Output the entries exactly as they appear. Pictures should not be included.

__Collected data entries__
■ ■ ■ ■ ■ ■ ■

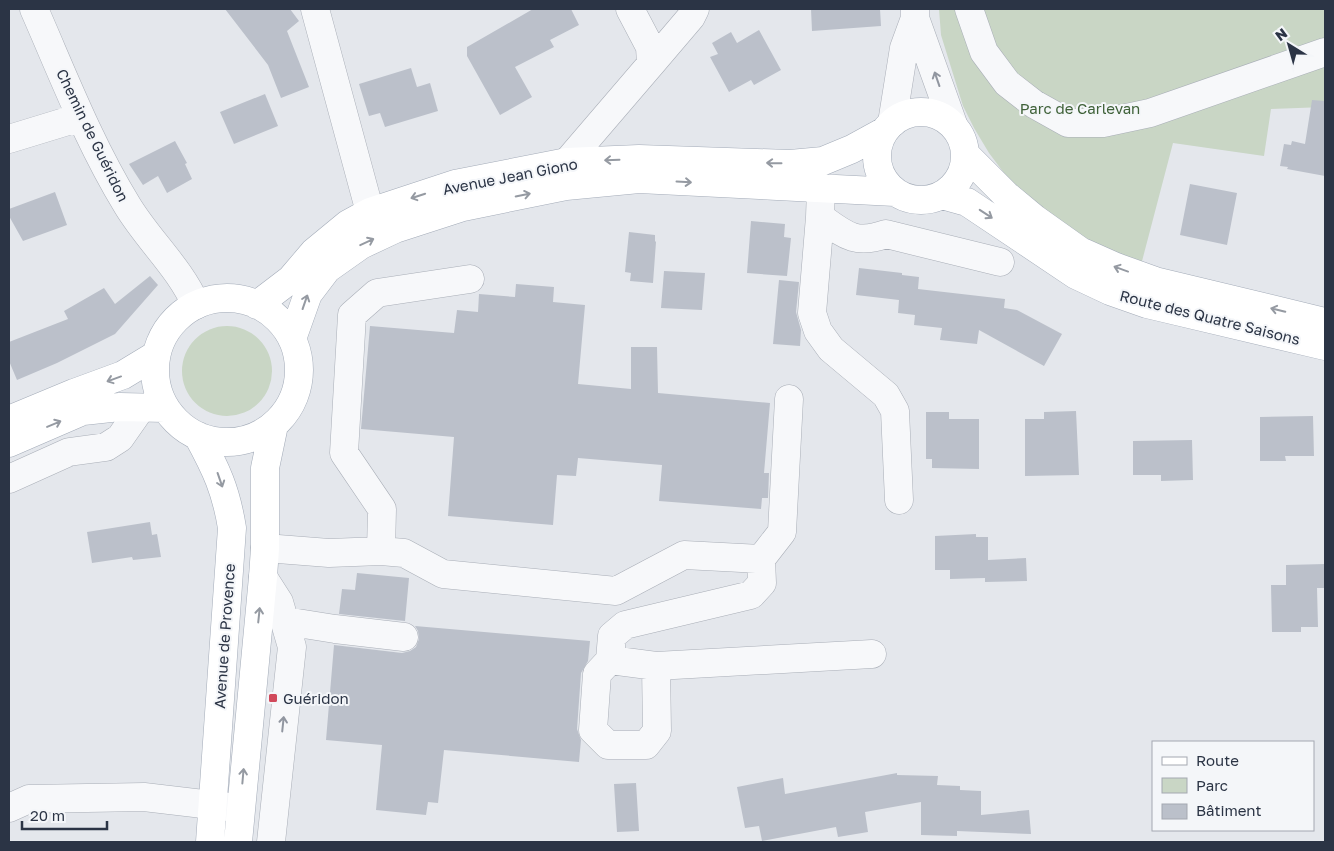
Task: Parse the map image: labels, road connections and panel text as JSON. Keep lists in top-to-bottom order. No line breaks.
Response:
{"streets":{"main road":["Avenue Jean Giono","Route des Quatre Saisons","Avenue de Provence"],"street":["Chemin de Guéridon"]},"crossings":[["Chemin de Guéridon","Avenue Jean Giono"],["Chemin de Guéridon","Avenue de Provence"],["Avenue Jean Giono","Route des Quatre Saisons"],["Avenue Jean Giono","Avenue de Provence"]],"parks":["Parc de Carlevan"],"places":{"transit":["Guéridon"]},"legend":["Route","Parc","Bâtiment"],"scale_bar":"20 m","north":"top left"}
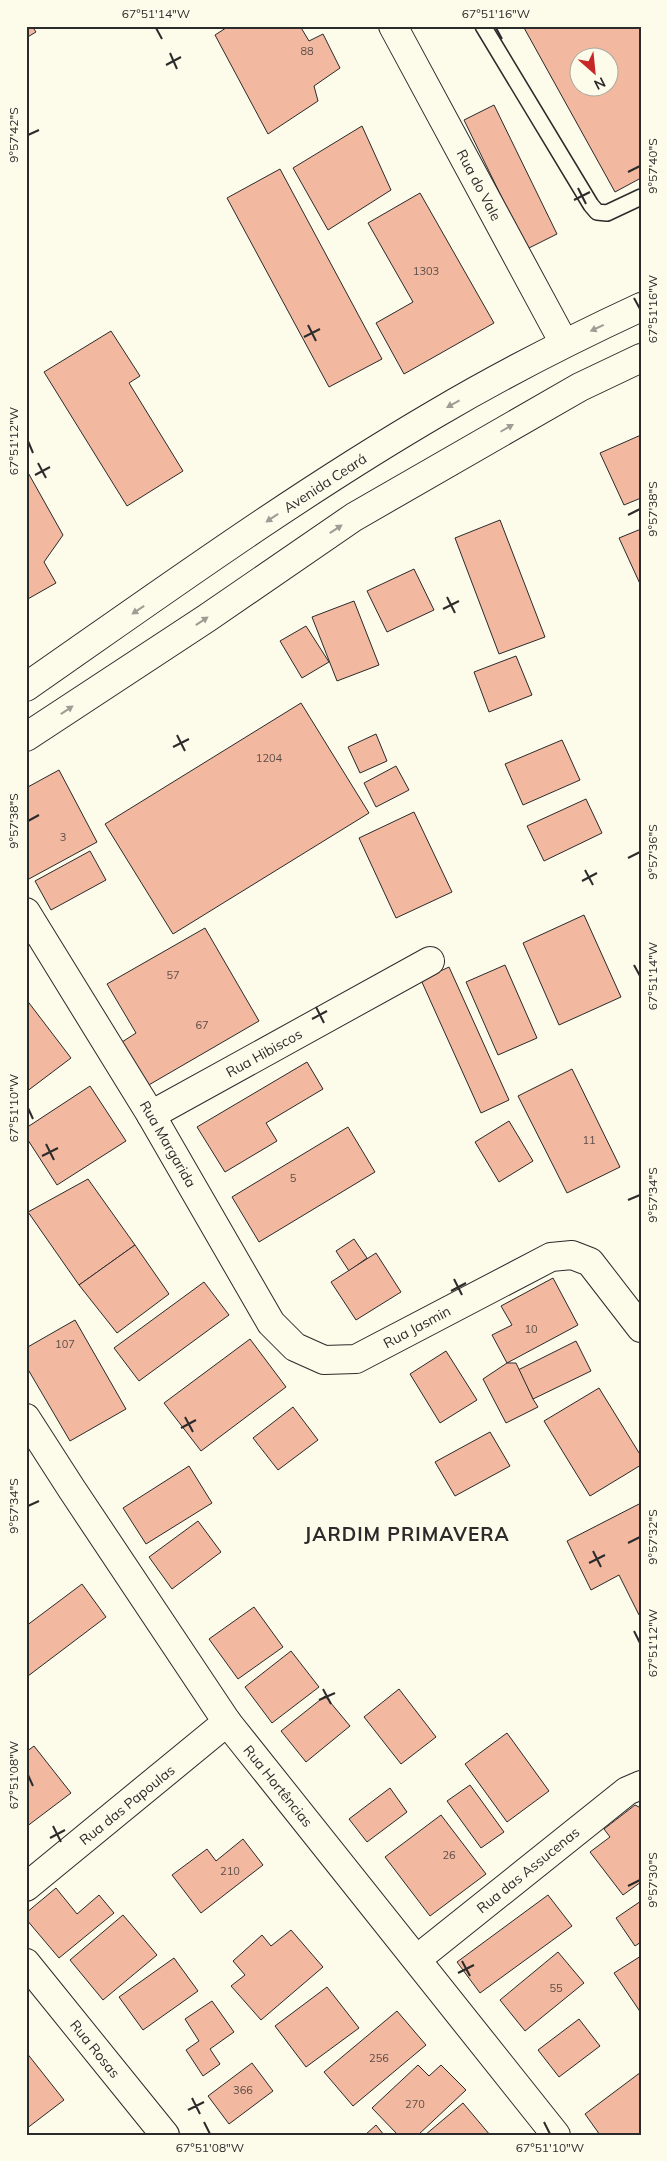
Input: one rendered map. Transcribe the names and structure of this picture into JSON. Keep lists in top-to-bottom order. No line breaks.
{"streets":{"street":["Rua do Vale","Avenida Ceará","Rua Hibiscos","Rua Margarida","Rua Jasmin","Rua Hortências","Rua das Papoulas","Rua das Assucenas","Rua Rosas"]},"crossings":[["Rua do Vale","Avenida Ceará"],["Rua Hibiscos","Rua Margarida"],["Rua Margarida","Rua Jasmin"],["Rua Hortências","Rua das Papoulas"],["Rua Hortências","Rua das Assucenas"]],"districts":["JARDIM PRIMAVERA"],"house_numbers":["88","1303","1204","3","57","67","11","5","10","107","26","210","55","256","366","270"],"north":"bottom right","coordinates":["67°51'14\"W","67°51'16\"W","9°57'42\"S","9°57'40\"S","67°51'12\"W","9°57'38\"S","9°57'36\"S","67°51'10\"W","9°57'34\"S","9°57'32\"S","67°51'08\"W","9°57'30\"S"]}
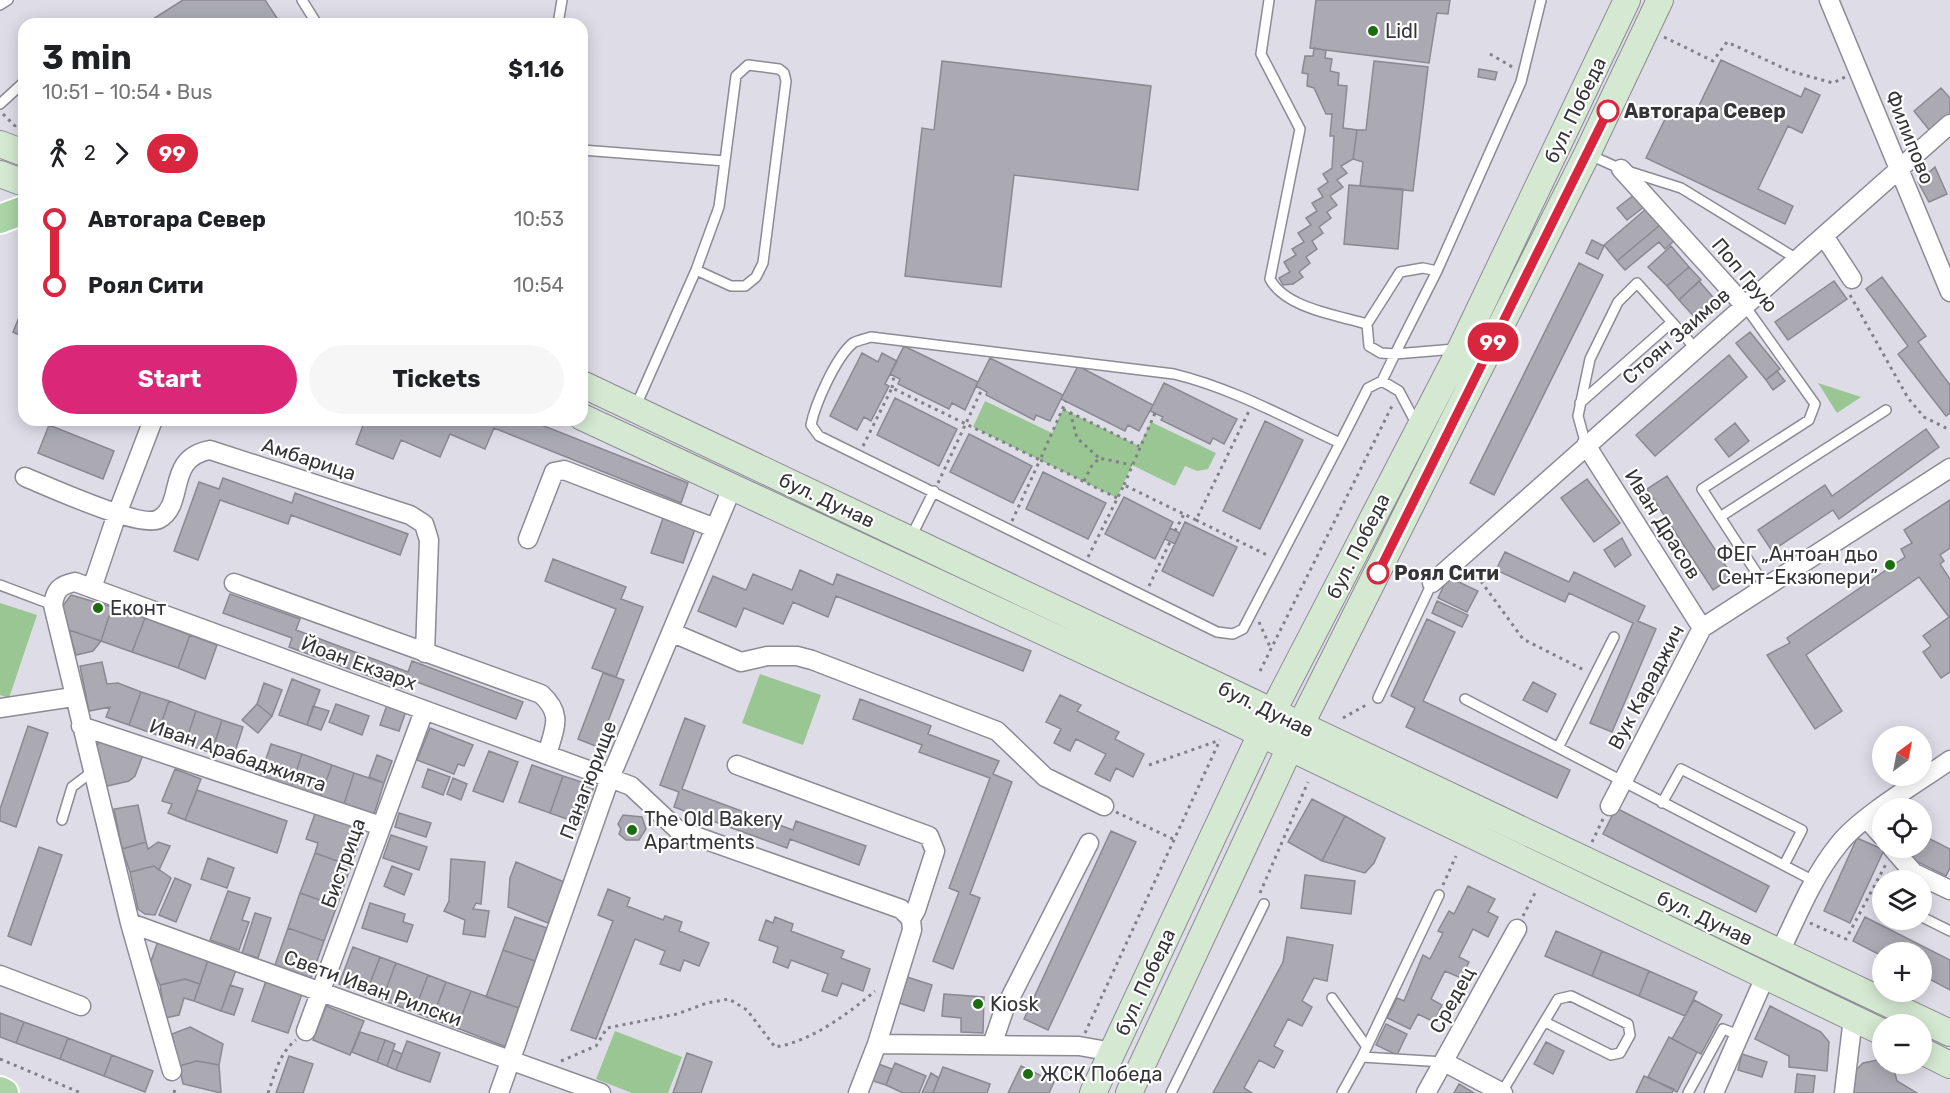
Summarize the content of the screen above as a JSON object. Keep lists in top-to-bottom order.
{
  "streets": {
    "main road": ["бул. Победа", "бул. Дунав"],
    "street": [
      "Филипово",
      "Поп Грую",
      "Стоян Заимов",
      "Амбарица",
      "Иван Драсов",
      "Йоан Екзарх",
      "Вук Караджич",
      "Иван Арабаджията",
      "Панагюрище",
      "Бистрица",
      "Свети Иван Рилски",
      "Средец"
    ]
  },
  "crossings": [
    ["бул. Победа", "бул. Дунав"],
    ["Филипово", "Стоян Заимов"],
    ["Поп Грую", "Стоян Заимов"],
    ["Стоян Заимов", "Иван Драсов"],
    ["бул. Дунав", "Панагюрище"],
    ["Иван Драсов", "Вук Караджич"],
    ["Йоан Екзарх", "Панагюрище"],
    ["Йоан Екзарх", "Бистрица"],
    ["Иван Арабаджията", "Бистрица"],
    ["Панагюрище", "Свети Иван Рилски"],
    ["Бистрица", "Свети Иван Рилски"]
  ],
  "places": [
    "Lidl",
    "Автогара Север",
    "ФЕГ „Антоан дьо Сент-Екзюпери”",
    "Роял Сити",
    "Еконт",
    "The Old Bakery Apartments",
    "Kiosk",
    "ЖСК Победа"
  ],
  "lines": ["bus line 99"],
  "north": "top right",
  "page": {
    "on_map": "99",
    "heading": ["3 min", "10:51 – 10:54 · Bus", "$1.16"],
    "legs": ["2", "99"],
    "list": [
      {
        "name": "Автогара Север",
        "value": "10:53"
      },
      {
        "name": "Роял Сити",
        "value": "10:54"
      }
    ],
    "buttons": ["Start", "Tickets"],
    "map_buttons": ["+", "−"]
  }
}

■ ■ ■ ■ ■ ■ ■

__Expected answer__
Task: Parse the map image: labels, road connections and panel text as JSON. Keep lists in top-to-bottom order. No line breaks.
Response:
{"streets":{"main road":["Avenue Jean Giono","Route des Quatre Saisons","Avenue de Provence"],"street":["Chemin de Guéridon"]},"crossings":[["Chemin de Guéridon","Avenue Jean Giono"],["Chemin de Guéridon","Avenue de Provence"],["Avenue Jean Giono","Route des Quatre Saisons"],["Avenue Jean Giono","Avenue de Provence"]],"parks":["Parc de Carlevan"],"places":{"transit":["Guéridon"]},"legend":["Route","Parc","Bâtiment"],"scale_bar":"20 m","north":"top left"}
Input: one rendered map. Transcribe the names and structure of this picture into JSON. Keep lists in top-to-bottom order. No line breaks.
{"streets":{"street":["Rua do Vale","Avenida Ceará","Rua Hibiscos","Rua Margarida","Rua Jasmin","Rua Hortências","Rua das Papoulas","Rua das Assucenas","Rua Rosas"]},"crossings":[["Rua do Vale","Avenida Ceará"],["Rua Hibiscos","Rua Margarida"],["Rua Margarida","Rua Jasmin"],["Rua Hortências","Rua das Papoulas"],["Rua Hortências","Rua das Assucenas"]],"districts":["JARDIM PRIMAVERA"],"house_numbers":["88","1303","1204","3","57","67","11","5","10","107","26","210","55","256","366","270"],"north":"bottom right","coordinates":["67°51'14\"W","67°51'16\"W","9°57'42\"S","9°57'40\"S","67°51'12\"W","9°57'38\"S","9°57'36\"S","67°51'10\"W","9°57'34\"S","9°57'32\"S","67°51'08\"W","9°57'30\"S"]}
Summarize the content of the screen above as a JSON object. Keep lists in top-to-bottom order.
{
  "streets": {
    "main road": ["бул. Победа", "бул. Дунав"],
    "street": [
      "Филипово",
      "Поп Грую",
      "Стоян Заимов",
      "Амбарица",
      "Иван Драсов",
      "Йоан Екзарх",
      "Вук Караджич",
      "Иван Арабаджията",
      "Панагюрище",
      "Бистрица",
      "Свети Иван Рилски",
      "Средец"
    ]
  },
  "crossings": [
    ["бул. Победа", "бул. Дунав"],
    ["Филипово", "Стоян Заимов"],
    ["Поп Грую", "Стоян Заимов"],
    ["Стоян Заимов", "Иван Драсов"],
    ["бул. Дунав", "Панагюрище"],
    ["Иван Драсов", "Вук Караджич"],
    ["Йоан Екзарх", "Панагюрище"],
    ["Йоан Екзарх", "Бистрица"],
    ["Иван Арабаджията", "Бистрица"],
    ["Панагюрище", "Свети Иван Рилски"],
    ["Бистрица", "Свети Иван Рилски"]
  ],
  "places": [
    "Lidl",
    "Автогара Север",
    "ФЕГ „Антоан дьо Сент-Екзюпери”",
    "Роял Сити",
    "Еконт",
    "The Old Bakery Apartments",
    "Kiosk",
    "ЖСК Победа"
  ],
  "lines": ["bus line 99"],
  "north": "top right",
  "page": {
    "on_map": "99",
    "heading": ["3 min", "10:51 – 10:54 · Bus", "$1.16"],
    "legs": ["2", "99"],
    "list": [
      {
        "name": "Автогара Север",
        "value": "10:53"
      },
      {
        "name": "Роял Сити",
        "value": "10:54"
      }
    ],
    "buttons": ["Start", "Tickets"],
    "map_buttons": ["+", "−"]
  }
}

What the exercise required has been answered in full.